▶ [How to complete this task] Can you restate the lines of the entries below, word for word, from the first one through the line that includes "2px #5b4a34) drop-shadow(0"?

▶ [Available data]
■ ■ ■

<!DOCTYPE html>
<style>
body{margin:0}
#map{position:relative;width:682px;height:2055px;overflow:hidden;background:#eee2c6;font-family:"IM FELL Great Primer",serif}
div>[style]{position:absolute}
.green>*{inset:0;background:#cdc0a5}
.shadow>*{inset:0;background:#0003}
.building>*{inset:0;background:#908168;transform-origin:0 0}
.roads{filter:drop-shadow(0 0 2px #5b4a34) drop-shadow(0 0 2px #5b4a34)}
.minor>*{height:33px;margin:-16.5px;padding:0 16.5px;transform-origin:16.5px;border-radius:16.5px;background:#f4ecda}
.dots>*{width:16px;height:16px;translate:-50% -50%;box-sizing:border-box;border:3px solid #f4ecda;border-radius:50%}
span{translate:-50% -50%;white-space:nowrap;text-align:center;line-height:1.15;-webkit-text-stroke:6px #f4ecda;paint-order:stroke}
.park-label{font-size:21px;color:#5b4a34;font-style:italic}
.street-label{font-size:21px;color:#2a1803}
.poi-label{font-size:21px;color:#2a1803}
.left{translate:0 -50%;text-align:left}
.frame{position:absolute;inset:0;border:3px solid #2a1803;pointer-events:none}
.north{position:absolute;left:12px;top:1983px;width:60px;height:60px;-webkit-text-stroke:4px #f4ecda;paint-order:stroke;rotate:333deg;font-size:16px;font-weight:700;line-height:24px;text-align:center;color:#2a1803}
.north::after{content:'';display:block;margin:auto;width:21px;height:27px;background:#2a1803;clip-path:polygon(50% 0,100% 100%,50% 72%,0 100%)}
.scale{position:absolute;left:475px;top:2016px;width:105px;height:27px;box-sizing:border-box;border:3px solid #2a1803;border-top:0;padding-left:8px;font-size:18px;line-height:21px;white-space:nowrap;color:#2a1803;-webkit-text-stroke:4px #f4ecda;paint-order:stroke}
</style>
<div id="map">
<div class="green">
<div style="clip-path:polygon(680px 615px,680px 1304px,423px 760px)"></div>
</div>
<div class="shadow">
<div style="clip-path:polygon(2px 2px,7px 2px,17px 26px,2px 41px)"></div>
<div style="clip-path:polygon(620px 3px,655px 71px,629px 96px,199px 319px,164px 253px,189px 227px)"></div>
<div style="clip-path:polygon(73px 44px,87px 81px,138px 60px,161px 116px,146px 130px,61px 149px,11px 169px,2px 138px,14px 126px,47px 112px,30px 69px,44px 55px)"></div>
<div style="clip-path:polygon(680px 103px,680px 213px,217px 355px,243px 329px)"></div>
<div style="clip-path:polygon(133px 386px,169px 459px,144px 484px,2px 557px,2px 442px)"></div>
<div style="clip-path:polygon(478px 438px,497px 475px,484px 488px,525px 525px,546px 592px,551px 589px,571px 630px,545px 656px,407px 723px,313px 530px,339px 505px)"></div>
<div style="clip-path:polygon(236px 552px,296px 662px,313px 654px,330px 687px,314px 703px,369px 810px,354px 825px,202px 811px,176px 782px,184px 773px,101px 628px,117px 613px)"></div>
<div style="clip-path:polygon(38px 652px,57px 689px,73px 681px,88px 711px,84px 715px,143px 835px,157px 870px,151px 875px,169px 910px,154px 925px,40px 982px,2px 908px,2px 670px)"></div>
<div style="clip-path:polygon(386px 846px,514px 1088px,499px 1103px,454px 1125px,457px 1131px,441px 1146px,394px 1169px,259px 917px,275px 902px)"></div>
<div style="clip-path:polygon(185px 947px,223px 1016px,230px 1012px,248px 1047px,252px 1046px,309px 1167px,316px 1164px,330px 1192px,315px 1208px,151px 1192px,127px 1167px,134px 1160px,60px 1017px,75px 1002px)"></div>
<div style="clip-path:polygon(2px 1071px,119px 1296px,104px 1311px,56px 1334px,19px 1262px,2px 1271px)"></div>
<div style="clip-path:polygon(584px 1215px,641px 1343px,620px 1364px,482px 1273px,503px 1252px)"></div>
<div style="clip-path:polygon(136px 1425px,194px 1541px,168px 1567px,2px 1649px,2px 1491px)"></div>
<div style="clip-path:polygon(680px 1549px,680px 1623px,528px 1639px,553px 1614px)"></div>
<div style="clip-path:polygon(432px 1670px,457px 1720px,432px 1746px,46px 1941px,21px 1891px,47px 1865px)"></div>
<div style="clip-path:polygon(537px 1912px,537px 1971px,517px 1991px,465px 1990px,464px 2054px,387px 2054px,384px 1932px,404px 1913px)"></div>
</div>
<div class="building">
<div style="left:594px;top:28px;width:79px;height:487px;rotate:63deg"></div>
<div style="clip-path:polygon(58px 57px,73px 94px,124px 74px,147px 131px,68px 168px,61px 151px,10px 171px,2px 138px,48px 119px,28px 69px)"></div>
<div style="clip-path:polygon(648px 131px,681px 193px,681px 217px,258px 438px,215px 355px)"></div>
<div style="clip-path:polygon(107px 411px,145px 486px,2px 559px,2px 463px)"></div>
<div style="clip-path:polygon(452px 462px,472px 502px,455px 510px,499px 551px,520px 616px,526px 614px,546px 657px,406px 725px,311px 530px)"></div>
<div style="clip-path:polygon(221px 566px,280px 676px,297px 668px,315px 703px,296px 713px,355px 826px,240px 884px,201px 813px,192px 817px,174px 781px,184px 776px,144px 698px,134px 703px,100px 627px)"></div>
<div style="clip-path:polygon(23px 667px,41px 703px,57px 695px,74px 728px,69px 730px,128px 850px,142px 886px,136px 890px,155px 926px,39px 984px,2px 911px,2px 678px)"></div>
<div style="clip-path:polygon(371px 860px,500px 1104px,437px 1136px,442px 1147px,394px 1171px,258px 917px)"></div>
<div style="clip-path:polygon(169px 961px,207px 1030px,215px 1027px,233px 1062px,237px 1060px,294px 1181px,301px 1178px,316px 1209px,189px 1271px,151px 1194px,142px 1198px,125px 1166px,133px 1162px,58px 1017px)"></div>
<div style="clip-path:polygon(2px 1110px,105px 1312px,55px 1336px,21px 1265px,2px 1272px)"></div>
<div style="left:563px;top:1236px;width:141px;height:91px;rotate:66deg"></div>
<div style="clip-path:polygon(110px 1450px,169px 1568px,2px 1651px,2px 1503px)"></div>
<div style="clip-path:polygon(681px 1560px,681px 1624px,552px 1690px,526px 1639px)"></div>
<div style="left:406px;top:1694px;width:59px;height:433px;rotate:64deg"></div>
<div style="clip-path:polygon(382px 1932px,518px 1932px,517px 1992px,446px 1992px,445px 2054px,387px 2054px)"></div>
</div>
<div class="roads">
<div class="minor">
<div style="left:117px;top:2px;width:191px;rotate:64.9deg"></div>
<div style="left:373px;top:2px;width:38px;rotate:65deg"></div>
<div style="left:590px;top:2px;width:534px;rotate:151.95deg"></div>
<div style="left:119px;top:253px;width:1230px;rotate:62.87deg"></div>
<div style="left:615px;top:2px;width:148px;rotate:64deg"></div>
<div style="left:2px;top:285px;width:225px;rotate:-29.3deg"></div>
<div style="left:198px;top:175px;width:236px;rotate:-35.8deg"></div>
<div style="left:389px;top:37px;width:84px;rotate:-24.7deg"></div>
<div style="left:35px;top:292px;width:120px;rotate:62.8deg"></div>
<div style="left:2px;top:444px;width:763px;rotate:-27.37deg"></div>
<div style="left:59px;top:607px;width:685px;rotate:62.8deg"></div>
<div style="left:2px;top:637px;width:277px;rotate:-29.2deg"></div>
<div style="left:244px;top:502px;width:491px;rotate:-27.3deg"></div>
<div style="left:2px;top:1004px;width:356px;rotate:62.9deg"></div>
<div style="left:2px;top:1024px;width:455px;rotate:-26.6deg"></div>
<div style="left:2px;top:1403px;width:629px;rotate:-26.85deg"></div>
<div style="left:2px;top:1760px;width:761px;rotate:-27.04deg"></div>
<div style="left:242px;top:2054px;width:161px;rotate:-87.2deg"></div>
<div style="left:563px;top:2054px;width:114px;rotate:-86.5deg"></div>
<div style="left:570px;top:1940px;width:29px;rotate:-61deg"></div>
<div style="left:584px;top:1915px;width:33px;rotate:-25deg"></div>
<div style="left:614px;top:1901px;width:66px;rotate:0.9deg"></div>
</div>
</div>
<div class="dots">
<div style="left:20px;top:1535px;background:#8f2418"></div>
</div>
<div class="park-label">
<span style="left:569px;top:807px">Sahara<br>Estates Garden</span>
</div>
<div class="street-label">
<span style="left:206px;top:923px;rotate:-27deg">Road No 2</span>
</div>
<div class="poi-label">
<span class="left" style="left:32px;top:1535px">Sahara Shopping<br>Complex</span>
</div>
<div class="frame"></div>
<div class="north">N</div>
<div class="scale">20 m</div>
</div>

■ ■ ■

▶ [Exercise answer]
<!DOCTYPE html>
<style>
body{margin:0}
#map{position:relative;width:682px;height:2055px;overflow:hidden;background:#eee2c6;font-family:"IM FELL Great Primer",serif}
div>[style]{position:absolute}
.green>*{inset:0;background:#cdc0a5}
.shadow>*{inset:0;background:#0003}
.building>*{inset:0;background:#908168;transform-origin:0 0}
.roads{filter:drop-shadow(0 0 2px #5b4a34) drop-shadow(0 0 2px #5b4a34)}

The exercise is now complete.